I get it wrong. Getting it wrong has made me sad many times in my life. Now that I have finally- FINALLY understood that my guesses are often the most pessimistic interpretations, I guess less often. I let myself expect the best rather than the worst when I try to imagine how others see or judge me.

It has been a daring step but it has made me happier.

2. Sadness is a feeling that I experience in my body and if I let myself feel it as a physical sensation, I can then watch it pass through and away.

I can wait for the peak of the pain and then I can watch the pain ebb away. Then I can experience the return of the lightness. Just like hitting my thumb with a hammer, or hitting my funny bone, or having one of those calf muscle cramps. It passes and there is very little that I have to do but let it.

If I don’t let myself experience sadness in my body, then I tend to look for it in my mind. Then I create stories and interpretations; conversations and replies. I begin fighting the other person and looking for allies and enemies.

I like to leave it to my body to process as much as I am able to. My body seems to process things more efficiently, without taking hostages.

I tend not to get so scared of emotional pain any more. I don’t fall for the fear in me that says that it will never pass. I tend to look for ways to open up the channels and let it go.
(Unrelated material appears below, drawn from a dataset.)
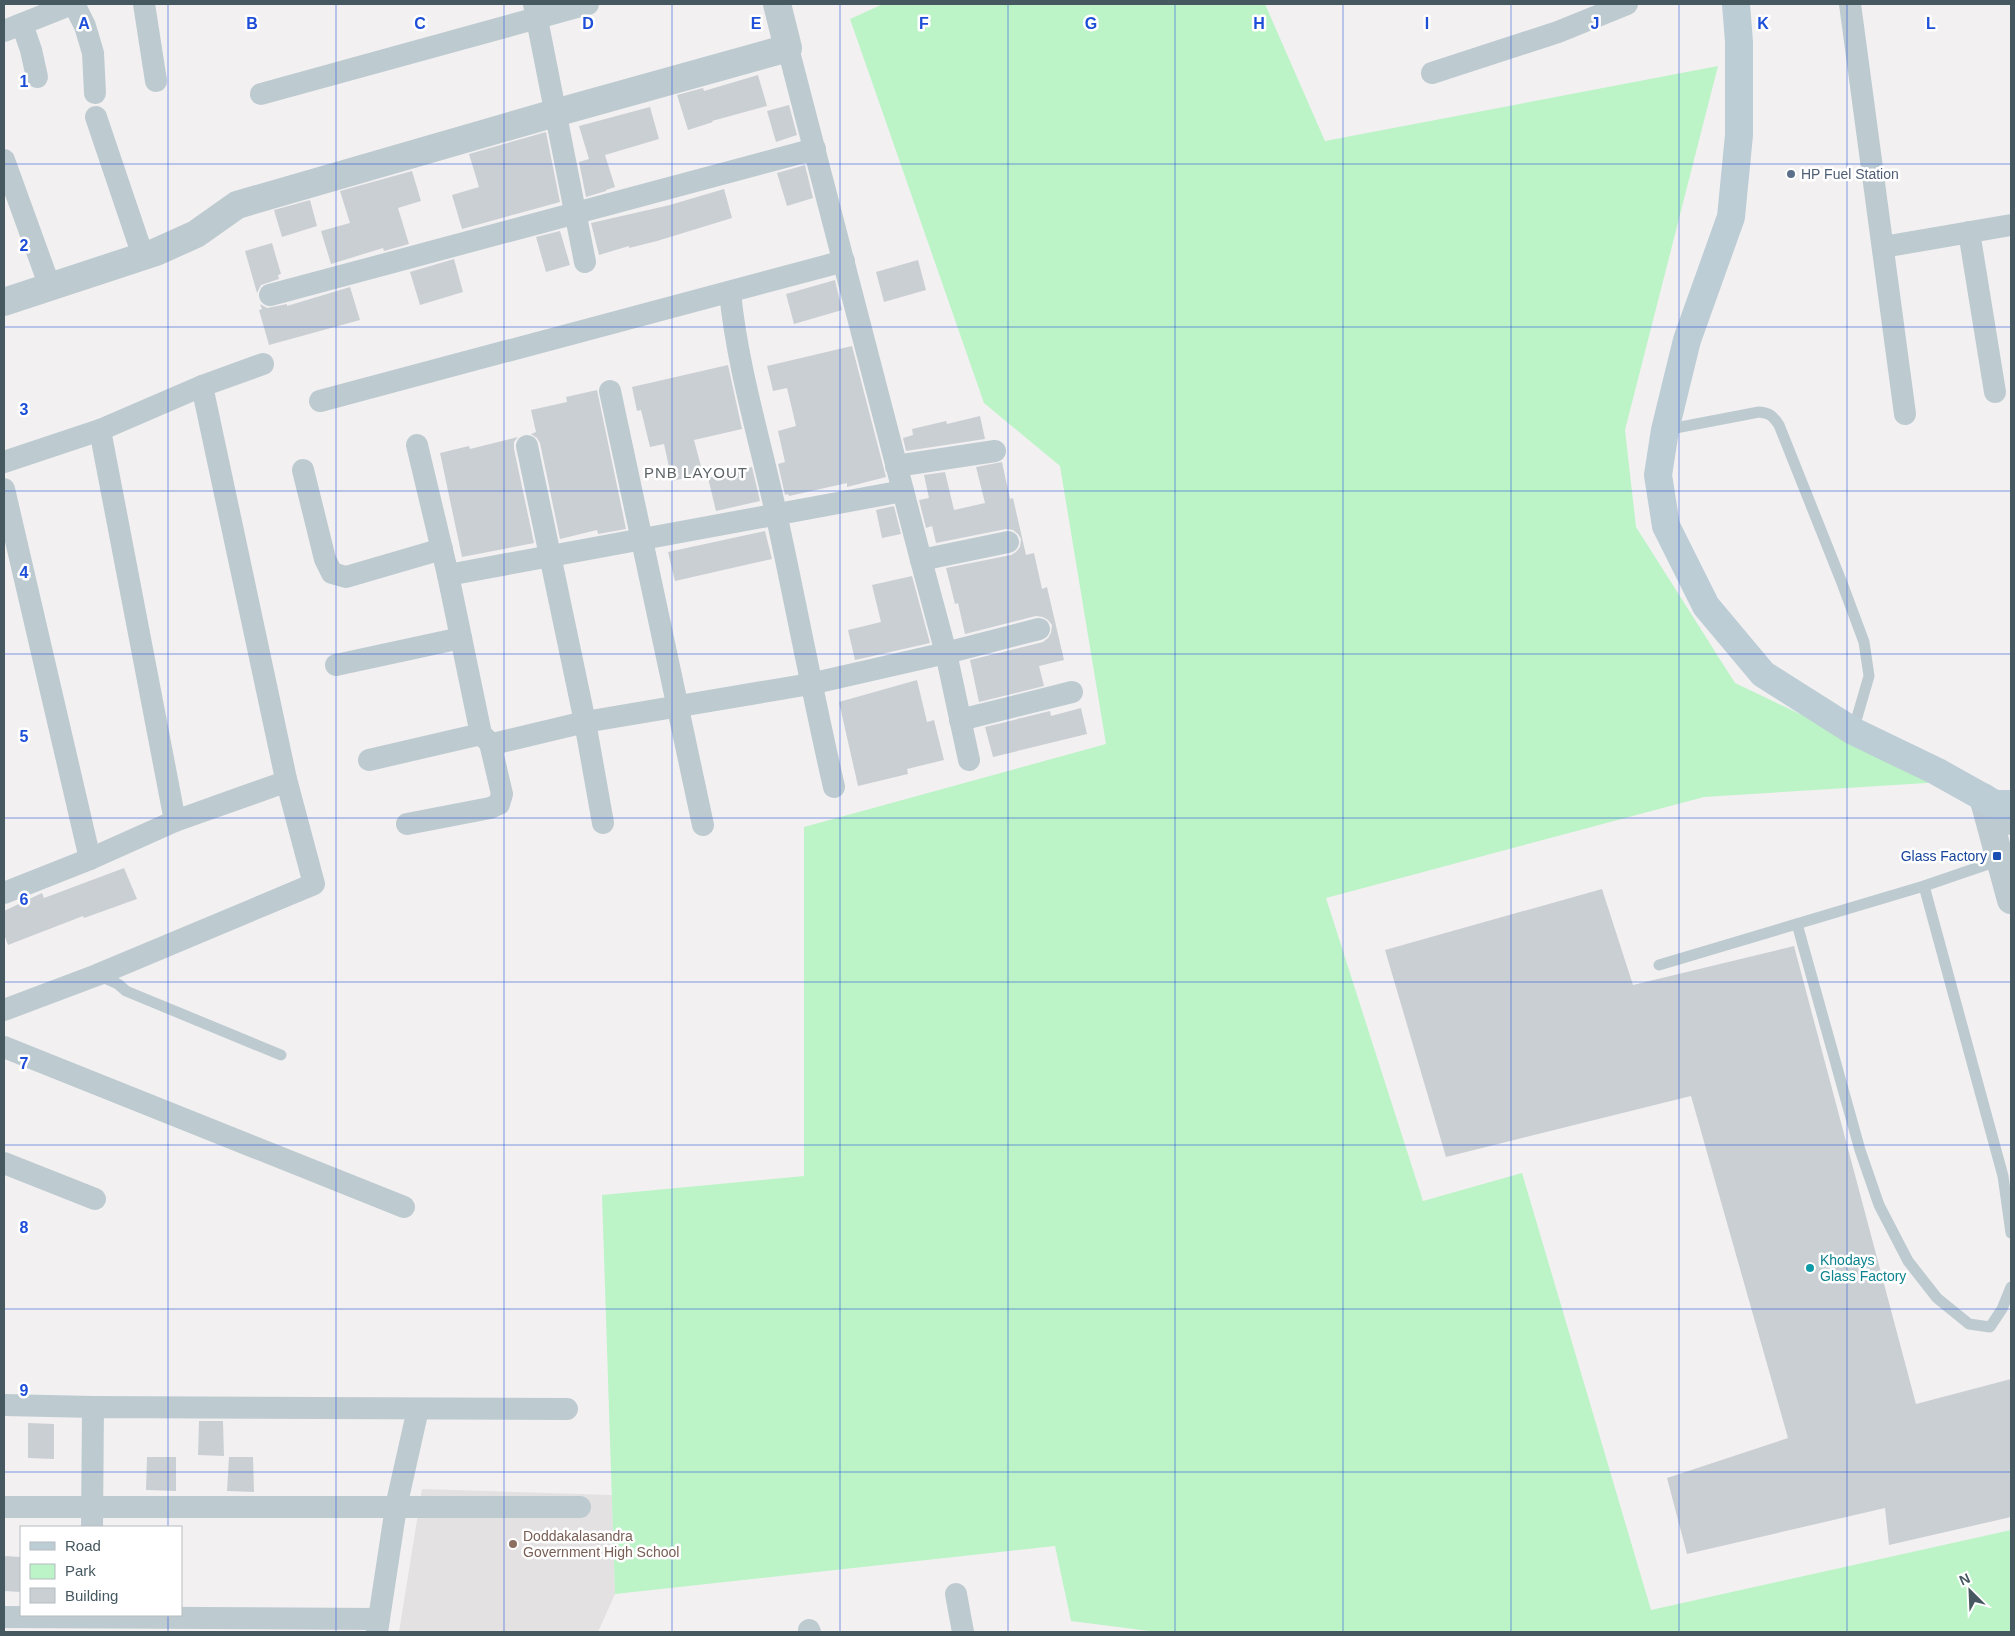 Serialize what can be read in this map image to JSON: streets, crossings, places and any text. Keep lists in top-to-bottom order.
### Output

Image frompinestreetartworks.com

Image from
pinestreetartworks.com

3. My beautiful blue bowl.

I have a lovely blue bowl that my friend Forbes made for me and I decided to turn it into a worry bowl. So I have little cut up bits of paper at the ready and if I have a worry, I write it down and ask the bowl to hold the worry for me. That way, I can forget about the worry and let some other vessel carry it. I have often had a falling out with someone and written down the wish that one day the trouble between us would be resolved. Or I feel remorse for something and wish that one day I will feel forgiven.

All of the wishes I have put in that bowl have come true. Some sooner than others.

And when they have, I have simply taken that wish out of the bowl and made the bowl a little lighter.

Most of my problems get resolved sooner or later –  and that never ceases to amaze me. It is often really just a matter of time.

4. Asking for help can be a challenge.

I do feel the need to talk things over when my mind is overloaded with feelings and thoughts. I hate the idea of being alone in it sometimes.

However, I also know that when I am overwrought, I am impossible to deal with and usually inconsolable.

How often have I called someone to arrange to speak things through, only to feel frustrated that they could not possibly understand the intricacies of what I am feeling.

Or else, I will feel them pull away or try to change the subject or obviously feel burdened by what they see as negativity.

Nothing anyone ever says when I’m in that state seems to really hit the spot for me. I always wish I could just morph into two people and counsel myself.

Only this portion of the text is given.